Mocht de hulpvrager of diens netwerk dit niet zelf kunnen, dan moet het college kijken of de jeugdige of zijn ouder(s) met hulp uit het sociale netwerk òf met hulp van een curator, bewindvoerder, mentor, gemachtigde, gecertificeerde instelling of aanbieder van gesloten jeugdhulp in staat is/zijn de aan een pgb verbonden taken op verantwoorde wijze uit te voeren. Het is aan het college om daar in iedere individuele situatie een oordeel over te vellen (TK 2013-2014, 33983. nr. 3, p. 23 nadere regels individuele jeugdhulpvoorziening).

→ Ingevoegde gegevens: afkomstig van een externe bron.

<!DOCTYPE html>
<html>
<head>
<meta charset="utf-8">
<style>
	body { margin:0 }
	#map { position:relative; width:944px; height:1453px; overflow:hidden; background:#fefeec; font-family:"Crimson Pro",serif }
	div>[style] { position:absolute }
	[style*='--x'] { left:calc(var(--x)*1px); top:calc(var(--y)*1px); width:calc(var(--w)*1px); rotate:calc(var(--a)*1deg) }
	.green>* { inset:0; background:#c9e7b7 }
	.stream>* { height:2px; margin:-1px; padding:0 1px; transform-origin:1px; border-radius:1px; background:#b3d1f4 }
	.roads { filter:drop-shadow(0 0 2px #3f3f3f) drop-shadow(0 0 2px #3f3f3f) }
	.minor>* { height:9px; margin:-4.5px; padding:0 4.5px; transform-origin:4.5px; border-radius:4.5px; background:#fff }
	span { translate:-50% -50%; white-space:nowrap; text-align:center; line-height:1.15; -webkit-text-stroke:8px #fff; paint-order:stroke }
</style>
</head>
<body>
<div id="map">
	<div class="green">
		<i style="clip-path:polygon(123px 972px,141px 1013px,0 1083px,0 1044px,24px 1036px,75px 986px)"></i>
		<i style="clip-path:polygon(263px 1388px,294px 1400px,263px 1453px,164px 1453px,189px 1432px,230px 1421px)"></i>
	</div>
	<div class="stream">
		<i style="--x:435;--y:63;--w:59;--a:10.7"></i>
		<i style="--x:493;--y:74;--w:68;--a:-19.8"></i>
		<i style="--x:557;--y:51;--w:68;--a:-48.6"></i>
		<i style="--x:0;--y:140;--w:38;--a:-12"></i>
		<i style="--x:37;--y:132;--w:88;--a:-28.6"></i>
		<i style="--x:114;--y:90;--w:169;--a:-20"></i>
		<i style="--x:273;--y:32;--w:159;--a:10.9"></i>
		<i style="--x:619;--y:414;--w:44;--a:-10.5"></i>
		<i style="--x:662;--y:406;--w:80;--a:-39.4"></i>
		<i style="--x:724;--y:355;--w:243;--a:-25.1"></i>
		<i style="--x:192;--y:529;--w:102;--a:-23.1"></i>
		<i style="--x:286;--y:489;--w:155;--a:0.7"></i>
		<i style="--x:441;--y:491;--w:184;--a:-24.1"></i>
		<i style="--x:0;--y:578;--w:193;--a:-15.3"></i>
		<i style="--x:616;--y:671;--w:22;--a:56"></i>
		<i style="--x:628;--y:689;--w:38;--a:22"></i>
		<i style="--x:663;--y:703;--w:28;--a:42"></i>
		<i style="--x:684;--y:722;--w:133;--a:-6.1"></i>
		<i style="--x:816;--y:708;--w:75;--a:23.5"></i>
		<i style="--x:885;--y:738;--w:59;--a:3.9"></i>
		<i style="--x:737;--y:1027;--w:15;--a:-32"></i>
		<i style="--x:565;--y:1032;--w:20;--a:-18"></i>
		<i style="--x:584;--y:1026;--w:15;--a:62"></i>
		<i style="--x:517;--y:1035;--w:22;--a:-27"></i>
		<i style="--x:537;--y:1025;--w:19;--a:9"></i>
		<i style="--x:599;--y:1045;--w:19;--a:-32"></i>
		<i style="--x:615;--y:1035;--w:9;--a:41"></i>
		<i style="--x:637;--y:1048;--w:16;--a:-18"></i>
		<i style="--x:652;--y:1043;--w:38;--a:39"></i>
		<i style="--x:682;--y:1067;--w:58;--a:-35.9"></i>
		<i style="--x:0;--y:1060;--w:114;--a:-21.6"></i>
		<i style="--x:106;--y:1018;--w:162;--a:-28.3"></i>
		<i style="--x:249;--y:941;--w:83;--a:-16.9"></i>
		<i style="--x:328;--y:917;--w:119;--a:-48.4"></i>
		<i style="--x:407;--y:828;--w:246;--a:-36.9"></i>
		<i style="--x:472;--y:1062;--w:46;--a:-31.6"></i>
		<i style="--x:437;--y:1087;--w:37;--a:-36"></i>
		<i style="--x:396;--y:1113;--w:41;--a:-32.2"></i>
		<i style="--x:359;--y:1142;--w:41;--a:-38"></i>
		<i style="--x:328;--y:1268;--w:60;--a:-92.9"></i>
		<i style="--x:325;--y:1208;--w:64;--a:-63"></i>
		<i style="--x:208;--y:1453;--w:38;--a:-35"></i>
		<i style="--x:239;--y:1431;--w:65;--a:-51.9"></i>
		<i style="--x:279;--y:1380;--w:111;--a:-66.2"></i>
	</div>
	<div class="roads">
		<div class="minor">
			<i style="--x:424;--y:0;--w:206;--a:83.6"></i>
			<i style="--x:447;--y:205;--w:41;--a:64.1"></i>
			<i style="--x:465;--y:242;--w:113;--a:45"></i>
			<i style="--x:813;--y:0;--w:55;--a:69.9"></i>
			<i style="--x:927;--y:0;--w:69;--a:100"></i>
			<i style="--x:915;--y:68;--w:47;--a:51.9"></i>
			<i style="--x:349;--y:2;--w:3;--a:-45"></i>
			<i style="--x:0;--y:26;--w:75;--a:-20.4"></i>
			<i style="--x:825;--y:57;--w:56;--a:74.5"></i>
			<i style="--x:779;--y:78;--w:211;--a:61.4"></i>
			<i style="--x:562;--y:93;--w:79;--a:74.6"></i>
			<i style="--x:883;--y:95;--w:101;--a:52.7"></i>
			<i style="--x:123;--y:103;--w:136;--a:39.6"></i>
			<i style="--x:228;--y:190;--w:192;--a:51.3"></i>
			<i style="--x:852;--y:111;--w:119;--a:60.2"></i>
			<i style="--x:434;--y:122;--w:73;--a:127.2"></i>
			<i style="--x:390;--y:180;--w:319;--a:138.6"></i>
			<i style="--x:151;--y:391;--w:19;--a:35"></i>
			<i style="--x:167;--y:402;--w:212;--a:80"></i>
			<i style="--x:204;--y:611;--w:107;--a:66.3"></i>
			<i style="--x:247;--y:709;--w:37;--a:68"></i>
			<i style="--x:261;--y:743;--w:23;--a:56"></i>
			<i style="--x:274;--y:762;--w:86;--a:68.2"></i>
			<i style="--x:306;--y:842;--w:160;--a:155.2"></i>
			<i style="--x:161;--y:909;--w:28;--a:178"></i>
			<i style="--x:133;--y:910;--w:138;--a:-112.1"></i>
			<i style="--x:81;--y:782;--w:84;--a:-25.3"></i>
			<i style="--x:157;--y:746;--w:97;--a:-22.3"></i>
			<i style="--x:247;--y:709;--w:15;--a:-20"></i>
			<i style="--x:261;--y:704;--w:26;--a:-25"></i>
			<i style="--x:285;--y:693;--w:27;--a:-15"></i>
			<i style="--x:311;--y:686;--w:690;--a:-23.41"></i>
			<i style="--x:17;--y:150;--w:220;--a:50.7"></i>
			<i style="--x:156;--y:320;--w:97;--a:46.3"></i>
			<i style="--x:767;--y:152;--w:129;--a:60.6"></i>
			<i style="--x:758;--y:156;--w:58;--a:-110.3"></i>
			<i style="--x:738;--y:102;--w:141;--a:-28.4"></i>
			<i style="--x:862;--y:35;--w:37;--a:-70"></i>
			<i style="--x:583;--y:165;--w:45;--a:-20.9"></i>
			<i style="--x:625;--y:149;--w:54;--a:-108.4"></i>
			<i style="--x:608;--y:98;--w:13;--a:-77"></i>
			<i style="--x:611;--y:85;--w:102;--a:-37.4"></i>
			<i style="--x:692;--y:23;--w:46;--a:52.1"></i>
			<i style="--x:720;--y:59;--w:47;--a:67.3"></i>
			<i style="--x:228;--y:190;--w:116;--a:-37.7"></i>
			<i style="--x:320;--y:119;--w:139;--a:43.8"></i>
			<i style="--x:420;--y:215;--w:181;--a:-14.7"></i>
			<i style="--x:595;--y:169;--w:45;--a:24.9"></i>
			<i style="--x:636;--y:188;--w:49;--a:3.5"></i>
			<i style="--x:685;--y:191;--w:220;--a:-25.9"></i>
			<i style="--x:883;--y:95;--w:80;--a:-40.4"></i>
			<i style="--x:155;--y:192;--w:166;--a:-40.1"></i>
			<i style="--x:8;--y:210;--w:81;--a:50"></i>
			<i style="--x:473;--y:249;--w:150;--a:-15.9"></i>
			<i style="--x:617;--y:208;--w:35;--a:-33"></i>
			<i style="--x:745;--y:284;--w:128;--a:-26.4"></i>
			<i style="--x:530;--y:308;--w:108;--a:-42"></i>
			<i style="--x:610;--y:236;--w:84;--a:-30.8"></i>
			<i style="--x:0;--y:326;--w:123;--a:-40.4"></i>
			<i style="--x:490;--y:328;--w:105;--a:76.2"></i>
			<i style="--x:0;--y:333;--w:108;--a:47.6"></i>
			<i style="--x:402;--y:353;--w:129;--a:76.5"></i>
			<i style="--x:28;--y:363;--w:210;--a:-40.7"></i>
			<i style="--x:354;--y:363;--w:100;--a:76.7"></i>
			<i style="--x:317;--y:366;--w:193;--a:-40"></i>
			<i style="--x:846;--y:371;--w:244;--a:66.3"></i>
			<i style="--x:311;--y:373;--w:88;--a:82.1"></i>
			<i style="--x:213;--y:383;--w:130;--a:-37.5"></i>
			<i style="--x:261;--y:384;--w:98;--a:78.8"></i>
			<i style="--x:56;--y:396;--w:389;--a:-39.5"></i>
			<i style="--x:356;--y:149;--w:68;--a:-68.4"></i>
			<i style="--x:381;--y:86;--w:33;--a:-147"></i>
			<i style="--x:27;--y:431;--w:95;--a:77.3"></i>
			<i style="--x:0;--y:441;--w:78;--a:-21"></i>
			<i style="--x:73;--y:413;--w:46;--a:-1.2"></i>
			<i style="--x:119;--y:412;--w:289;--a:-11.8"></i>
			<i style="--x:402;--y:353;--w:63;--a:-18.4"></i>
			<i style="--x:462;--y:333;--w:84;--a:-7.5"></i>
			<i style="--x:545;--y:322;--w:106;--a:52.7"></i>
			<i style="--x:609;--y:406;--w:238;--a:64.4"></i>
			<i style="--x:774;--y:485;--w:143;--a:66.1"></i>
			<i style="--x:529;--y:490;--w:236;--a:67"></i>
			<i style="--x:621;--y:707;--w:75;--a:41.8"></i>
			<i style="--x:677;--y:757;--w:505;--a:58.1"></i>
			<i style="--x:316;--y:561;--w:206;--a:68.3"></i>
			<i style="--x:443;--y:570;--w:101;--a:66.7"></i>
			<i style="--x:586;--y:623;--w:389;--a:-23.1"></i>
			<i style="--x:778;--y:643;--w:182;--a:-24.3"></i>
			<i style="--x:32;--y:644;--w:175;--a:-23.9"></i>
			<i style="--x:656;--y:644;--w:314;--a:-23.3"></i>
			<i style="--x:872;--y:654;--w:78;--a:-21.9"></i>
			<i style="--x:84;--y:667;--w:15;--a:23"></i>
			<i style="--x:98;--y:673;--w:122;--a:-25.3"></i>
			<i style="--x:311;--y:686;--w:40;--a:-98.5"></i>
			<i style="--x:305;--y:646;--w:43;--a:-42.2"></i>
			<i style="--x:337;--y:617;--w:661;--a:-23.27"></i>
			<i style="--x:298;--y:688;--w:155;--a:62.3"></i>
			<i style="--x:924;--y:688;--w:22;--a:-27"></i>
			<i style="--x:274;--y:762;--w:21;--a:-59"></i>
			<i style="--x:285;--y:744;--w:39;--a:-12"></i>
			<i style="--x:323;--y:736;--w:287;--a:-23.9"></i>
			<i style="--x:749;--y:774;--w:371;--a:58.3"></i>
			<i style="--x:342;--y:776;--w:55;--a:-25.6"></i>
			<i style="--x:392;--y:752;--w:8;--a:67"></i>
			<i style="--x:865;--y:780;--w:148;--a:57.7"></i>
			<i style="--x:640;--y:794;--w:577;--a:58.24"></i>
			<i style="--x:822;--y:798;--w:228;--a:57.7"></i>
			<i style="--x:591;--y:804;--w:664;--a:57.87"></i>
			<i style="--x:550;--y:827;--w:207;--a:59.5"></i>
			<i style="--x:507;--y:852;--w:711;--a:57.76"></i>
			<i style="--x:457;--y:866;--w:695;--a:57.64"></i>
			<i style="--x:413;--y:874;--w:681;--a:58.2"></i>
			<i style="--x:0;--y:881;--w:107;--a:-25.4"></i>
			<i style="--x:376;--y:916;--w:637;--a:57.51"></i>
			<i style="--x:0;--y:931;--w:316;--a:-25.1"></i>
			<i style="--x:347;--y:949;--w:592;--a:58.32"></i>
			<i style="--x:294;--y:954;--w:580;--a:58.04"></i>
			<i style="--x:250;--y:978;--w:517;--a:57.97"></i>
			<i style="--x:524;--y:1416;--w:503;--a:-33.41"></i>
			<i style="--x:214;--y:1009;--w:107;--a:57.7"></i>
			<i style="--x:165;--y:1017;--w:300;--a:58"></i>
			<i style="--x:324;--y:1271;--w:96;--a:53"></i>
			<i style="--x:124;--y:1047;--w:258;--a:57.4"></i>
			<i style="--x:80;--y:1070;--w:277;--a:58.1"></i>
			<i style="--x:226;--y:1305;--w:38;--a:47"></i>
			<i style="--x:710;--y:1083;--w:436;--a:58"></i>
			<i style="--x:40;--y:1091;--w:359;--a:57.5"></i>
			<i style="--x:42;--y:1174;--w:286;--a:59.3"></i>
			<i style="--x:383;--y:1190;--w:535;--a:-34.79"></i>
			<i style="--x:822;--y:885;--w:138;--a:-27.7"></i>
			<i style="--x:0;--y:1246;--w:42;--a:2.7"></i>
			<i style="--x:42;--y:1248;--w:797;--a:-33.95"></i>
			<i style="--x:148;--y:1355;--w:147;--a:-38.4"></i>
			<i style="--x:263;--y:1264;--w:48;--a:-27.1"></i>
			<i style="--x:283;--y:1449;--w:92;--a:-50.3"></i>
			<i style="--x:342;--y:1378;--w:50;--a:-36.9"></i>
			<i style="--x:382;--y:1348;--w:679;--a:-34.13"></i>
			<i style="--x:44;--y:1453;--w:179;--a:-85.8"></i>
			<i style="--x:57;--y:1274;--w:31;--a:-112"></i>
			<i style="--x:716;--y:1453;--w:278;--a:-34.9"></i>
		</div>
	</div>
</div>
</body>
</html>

Het college kan het pgb weigeren als het wordt beheerd door de persoon die de hulp gaat bieden (zie artikel 12, lid 13 van de verordening). In het kader van de Wmo 2015 heeft de CRvB geoordeeld dat als de cliënt wil dat de beoogde zorgverlener zelf het pgb gaat beheren, het college zich op het standpunt mag stellen dat dat niet mogelijk is. Dit omdat de zorgverlener niet met voldoende afstand en kritisch de beheertaken zal kunnen vervullen (Uitspraak Centrale Raad van Beroep: CRvB 27-11-2019, ECLI:NL:CRVB:2019:3761).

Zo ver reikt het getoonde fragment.